POLARIN’s ERDDAP querying: tabledap

POLARIN’s ERDDAP querying: tabledap#

How can we query oceanographic data in tabular form using tabledap?

This notebook can be run with Binder by following the link: polarin_erddap_querying_tabledap

This notebook will illustrate how to build queries and make requests to https://erddap.s4polarin.eu/erddap/index.html using Python.

Setup#

To begin we need to import the necessary libraries.

!pip install requests pandas
# these packages should be installed with the command above if running the code locally

import requests
import pandas as pd
import io
import warnings

warnings.filterwarnings("ignore")

Get a list of available tabledap datasets#

To check what datasets are available in the ERDDAP and get their URLs the first step is to make a request to https://erddap.s4polarin.eu/erddap/tabledap/allDatasets.html using the URL that will allow us to get the datasets’ ids and their URLs based on the data structure. After receiving the data it will be loaded into a pandas DataFrame.

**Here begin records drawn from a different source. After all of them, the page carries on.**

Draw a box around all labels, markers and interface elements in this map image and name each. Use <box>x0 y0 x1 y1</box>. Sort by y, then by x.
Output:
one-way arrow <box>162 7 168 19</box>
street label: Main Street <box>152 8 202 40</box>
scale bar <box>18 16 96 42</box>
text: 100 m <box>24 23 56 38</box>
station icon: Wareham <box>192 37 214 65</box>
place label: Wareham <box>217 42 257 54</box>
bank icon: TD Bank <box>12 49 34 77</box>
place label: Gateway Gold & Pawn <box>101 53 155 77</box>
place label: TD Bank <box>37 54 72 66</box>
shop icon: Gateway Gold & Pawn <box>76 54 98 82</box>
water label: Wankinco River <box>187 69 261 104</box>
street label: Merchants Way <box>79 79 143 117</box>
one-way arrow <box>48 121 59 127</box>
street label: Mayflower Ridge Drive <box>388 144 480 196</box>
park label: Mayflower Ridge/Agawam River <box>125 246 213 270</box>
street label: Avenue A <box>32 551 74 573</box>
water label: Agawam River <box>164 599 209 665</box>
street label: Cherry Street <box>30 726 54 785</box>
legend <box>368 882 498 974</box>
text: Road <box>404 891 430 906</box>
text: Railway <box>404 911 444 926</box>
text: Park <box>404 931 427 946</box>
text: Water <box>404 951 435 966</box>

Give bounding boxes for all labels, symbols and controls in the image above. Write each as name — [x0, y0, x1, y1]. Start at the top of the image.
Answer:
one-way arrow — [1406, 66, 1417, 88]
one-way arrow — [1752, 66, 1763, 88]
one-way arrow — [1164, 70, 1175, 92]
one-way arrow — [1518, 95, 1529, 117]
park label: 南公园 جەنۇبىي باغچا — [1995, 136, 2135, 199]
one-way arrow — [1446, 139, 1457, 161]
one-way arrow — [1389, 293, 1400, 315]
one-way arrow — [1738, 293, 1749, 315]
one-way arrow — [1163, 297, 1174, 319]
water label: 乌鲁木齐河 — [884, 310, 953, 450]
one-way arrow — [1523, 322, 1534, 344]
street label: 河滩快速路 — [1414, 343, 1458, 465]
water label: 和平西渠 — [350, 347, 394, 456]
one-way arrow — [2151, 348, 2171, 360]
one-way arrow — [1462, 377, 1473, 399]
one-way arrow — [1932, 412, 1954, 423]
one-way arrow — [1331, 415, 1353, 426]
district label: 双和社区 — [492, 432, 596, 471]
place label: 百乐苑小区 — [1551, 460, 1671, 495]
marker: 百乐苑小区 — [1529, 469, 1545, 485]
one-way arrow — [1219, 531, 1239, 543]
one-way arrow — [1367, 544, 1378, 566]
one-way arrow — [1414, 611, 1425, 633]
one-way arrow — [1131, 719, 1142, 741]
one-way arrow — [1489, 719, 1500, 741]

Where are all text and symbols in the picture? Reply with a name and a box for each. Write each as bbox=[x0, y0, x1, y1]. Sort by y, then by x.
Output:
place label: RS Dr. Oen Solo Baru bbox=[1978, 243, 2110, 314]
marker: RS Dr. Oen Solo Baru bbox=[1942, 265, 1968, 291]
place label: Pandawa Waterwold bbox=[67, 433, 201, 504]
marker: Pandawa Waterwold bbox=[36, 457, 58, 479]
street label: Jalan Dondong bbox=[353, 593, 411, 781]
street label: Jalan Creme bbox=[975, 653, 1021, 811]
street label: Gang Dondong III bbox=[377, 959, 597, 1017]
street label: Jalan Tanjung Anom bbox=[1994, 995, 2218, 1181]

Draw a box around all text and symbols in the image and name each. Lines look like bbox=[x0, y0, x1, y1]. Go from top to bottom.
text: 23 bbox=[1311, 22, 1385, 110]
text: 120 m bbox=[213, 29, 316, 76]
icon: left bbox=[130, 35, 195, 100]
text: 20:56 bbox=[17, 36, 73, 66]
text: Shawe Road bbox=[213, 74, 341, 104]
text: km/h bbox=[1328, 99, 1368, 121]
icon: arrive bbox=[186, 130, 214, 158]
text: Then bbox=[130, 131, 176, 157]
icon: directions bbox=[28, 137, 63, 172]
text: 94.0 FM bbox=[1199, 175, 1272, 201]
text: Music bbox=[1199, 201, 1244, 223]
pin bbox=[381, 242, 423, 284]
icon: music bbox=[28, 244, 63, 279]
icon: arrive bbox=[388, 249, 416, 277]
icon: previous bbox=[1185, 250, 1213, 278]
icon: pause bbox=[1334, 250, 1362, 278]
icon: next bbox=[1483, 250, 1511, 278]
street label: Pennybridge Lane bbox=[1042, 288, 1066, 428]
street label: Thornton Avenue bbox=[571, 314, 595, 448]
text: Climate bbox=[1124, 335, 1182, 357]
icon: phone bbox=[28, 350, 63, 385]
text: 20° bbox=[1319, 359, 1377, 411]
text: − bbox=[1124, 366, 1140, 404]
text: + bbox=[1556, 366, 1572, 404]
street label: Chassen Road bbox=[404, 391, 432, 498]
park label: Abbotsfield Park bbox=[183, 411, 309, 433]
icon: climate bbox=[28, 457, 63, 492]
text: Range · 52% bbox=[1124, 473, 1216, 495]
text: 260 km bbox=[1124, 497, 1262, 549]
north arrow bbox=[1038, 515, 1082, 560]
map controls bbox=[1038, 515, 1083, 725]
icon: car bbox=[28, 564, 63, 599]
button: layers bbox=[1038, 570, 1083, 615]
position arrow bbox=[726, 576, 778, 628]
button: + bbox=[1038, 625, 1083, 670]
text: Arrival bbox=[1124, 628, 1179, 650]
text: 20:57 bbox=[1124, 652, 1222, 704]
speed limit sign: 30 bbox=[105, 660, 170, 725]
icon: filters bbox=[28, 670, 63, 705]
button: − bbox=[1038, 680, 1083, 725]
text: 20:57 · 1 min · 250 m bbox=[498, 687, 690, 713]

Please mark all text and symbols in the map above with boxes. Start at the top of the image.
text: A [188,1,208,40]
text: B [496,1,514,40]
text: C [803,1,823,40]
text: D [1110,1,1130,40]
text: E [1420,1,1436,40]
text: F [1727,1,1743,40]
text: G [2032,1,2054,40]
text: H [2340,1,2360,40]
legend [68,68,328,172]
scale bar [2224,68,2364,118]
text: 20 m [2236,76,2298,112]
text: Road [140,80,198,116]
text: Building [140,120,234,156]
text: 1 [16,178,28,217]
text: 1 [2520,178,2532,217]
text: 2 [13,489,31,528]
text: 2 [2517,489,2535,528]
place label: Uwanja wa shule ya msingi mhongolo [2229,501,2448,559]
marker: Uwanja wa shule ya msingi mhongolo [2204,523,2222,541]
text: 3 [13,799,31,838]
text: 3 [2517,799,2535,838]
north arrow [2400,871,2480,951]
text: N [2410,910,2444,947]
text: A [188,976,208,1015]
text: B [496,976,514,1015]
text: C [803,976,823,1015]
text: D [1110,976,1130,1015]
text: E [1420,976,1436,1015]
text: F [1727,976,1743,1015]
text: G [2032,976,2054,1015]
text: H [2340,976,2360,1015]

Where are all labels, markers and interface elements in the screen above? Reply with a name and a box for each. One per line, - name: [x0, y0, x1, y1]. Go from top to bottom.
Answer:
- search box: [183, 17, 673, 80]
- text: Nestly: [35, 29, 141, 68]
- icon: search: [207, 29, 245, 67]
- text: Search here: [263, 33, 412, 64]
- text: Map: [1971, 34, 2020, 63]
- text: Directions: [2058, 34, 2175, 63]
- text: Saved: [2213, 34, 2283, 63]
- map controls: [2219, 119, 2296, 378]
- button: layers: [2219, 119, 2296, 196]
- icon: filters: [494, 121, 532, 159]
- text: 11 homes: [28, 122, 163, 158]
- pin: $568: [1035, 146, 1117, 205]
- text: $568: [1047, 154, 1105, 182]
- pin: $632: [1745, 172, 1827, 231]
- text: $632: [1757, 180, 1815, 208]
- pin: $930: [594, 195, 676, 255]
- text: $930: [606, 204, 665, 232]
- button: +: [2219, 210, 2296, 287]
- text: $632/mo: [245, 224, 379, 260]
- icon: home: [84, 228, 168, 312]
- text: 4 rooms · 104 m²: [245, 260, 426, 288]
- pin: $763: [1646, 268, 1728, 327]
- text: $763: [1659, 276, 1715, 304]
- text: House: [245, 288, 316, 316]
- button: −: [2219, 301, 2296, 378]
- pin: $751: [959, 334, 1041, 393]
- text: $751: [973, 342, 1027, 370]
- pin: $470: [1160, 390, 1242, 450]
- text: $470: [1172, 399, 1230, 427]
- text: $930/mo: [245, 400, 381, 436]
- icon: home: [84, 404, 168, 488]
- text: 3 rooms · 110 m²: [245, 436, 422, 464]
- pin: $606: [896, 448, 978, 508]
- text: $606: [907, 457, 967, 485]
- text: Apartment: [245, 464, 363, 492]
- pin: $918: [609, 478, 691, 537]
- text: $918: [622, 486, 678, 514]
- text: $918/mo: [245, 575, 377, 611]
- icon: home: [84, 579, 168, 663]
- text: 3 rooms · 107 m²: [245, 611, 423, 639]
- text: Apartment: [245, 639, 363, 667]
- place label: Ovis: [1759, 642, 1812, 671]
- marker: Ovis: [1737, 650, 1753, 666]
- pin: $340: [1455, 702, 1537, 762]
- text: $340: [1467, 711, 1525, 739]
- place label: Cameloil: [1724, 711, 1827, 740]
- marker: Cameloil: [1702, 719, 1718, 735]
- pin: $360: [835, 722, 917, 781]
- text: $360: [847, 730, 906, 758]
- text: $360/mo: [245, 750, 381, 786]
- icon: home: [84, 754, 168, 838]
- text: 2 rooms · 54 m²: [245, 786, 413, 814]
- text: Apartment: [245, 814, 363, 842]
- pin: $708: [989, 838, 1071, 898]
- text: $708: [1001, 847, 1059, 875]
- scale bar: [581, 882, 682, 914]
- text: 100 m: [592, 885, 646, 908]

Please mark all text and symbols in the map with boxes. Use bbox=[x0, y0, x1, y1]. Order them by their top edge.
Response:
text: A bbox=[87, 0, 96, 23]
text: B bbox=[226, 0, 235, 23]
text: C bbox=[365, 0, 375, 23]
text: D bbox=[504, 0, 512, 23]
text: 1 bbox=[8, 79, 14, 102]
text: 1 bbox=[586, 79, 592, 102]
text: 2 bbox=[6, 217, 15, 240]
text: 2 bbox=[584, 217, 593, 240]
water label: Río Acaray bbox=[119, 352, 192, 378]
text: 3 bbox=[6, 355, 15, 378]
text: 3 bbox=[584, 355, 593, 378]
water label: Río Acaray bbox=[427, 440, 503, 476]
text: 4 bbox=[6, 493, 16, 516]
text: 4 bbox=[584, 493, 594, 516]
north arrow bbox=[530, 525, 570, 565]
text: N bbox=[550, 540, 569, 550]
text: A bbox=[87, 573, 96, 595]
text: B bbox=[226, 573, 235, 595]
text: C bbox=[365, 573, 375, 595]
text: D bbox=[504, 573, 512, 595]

datasets_url = 'https://erddap.s4polarin.eu/erddap/tabledap/allDatasets.csv?datasetID%2Ctabledap'

# request and load into DataFrame
datasets_resp = requests.get(datasets_url)
datasets_df = pd.read_csv(io.StringIO(datasets_resp.text), sep=',')

# drop rows where tabledap is NaN
datasets_df = datasets_df.dropna(subset=['tabledap'])

# add url column
datasets_df['url'] = datasets_df['tabledap']
cleaned_df = datasets_df.drop(columns=['tabledap'])

pd.set_option('display.max_colwidth', None)
cleaned_df = cleaned_df.reset_index(drop=True)
cleaned_df

	datasetID	url
0	allDatasets	https://erddap.s4polarin.eu/erddap/tabledap/allDatasets
1	cnr_iadc_119c_736f_bdbd	https://erddap.s4polarin.eu/erddap/tabledap/cnr_iadc_119c_736f_bdbd
2	cnr_iadc_a128_9f50_66ca	https://erddap.s4polarin.eu/erddap/tabledap/cnr_iadc_a128_9f50_66ca
3	cnr_iadc_7668_30ee_5237	https://erddap.s4polarin.eu/erddap/tabledap/cnr_iadc_7668_30ee_5237
4	ARICE_CCIN80_Arcticnet_0501a_BaffinBay	https://erddap.s4polarin.eu/erddap/tabledap/ARICE_CCIN80_Arcticnet_0501a_BaffinBay
...	...	...
314	cnr_iadc_aee4_8c82_1df6	https://erddap.s4polarin.eu/erddap/tabledap/cnr_iadc_aee4_8c82_1df6
315	cnr_antarcticdatacenter_a8e9_20db_433e	https://erddap.s4polarin.eu/erddap/tabledap/cnr_antarcticdatacenter_a8e9_20db_433e
316	cnr_iadc_8dd9_d4f8_1cf8	https://erddap.s4polarin.eu/erddap/tabledap/cnr_iadc_8dd9_d4f8_1cf8
317	ARICE_Amundsen_TSG_V1	https://erddap.s4polarin.eu/erddap/tabledap/ARICE_Amundsen_TSG_V1
318	cnr_iadc_25f1_464d_dfcc	https://erddap.s4polarin.eu/erddap/tabledap/cnr_iadc_25f1_464d_dfcc

319 rows × 2 columns

Using these URLs we will than be able to get their data.
In this example we will use the cnr_iadc_f5ff_4134_70dd dataset, with the URL: https://erddap.s4polarin.eu/erddap/tabledap/cnr_iadc_f5ff_4134_70dd

Get a list of variables for the dataset#

Now we can make a request to the dataset’s metadata, which will give us a list of all the available variables and their relative data type. These variables can be than used in the following requests.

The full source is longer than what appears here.